Along the aim of FlowMem to identify the principles of fluid flow driven dynamic memory in living tubular networks we focused in the first funding period onto the first three out of four objectives to reach our overarching aim. Specifically, for objective 1, we uncovered that changes in the tubular network architecture by dilation and shrinkage of individual tubes in response to a stimulus imprint a lasting memory (Bhattacharyya et al Phys. Rev. Lett. 2022). We showed that the irreversible pruning of tubes breaks ergodicity of continuously adapting network and thereby imprints their history in the orientation, width and location of persisting tubes. As changes in tube diameter arise in response to softening agents transported within the network-spanning flows, we developed an analytical theory of transport in flow networks (Meigel et al Nat. Comm. 2022). Our analytical theory, validated by simulations and microfluidic experiments, uncovered that tube diameter statistics across junctions are determining transport and not tube diameter distributions alone, as previously commonly accepted.

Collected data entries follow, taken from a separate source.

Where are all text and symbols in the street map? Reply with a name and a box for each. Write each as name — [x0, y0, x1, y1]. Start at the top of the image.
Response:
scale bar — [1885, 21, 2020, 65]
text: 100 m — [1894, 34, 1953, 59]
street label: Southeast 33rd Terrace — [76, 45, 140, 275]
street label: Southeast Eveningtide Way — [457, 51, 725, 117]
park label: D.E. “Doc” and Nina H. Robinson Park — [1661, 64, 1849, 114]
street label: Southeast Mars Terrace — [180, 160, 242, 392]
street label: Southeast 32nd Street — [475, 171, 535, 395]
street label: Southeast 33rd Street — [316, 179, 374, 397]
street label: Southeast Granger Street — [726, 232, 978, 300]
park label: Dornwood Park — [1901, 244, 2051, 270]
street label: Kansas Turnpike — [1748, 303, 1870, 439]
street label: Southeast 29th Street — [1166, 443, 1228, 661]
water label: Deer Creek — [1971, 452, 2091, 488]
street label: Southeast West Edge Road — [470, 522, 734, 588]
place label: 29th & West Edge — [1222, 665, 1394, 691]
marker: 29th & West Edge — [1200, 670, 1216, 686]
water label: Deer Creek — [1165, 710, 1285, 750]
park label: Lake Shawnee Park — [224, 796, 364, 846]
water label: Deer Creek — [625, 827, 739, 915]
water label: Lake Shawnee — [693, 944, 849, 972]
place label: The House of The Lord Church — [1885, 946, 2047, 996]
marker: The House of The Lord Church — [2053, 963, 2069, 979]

Also, in the absence of stimuli living tubular networks adapt. We unraveled by experiments that it is flow shear force which is driving tubes to dilate or shrink (Marbach et al eLife 2023), the key goal of objective 2. In fact, we derived that flow shear force drives living tubular network to adapt from first principles starting with force balance at the tube wall, thereby providing physical foundation and mechanistic insight to almost century-old phenomenological Murray’s law (Marbach et al New. J. Phys. 2023). Unforeseen, the dynamical equations describing tube adaption reveal the coupling across the flow networks resolving why tube diameter alone is not predictive of tube dynamics but that the immediate network neighborhood determines the ultimate pruning or persistence of tubes. Studying tube pruning in response to stimuli revealed also the impact of network architecture on network adaptation (Chen et al. Phys. Biol 2023).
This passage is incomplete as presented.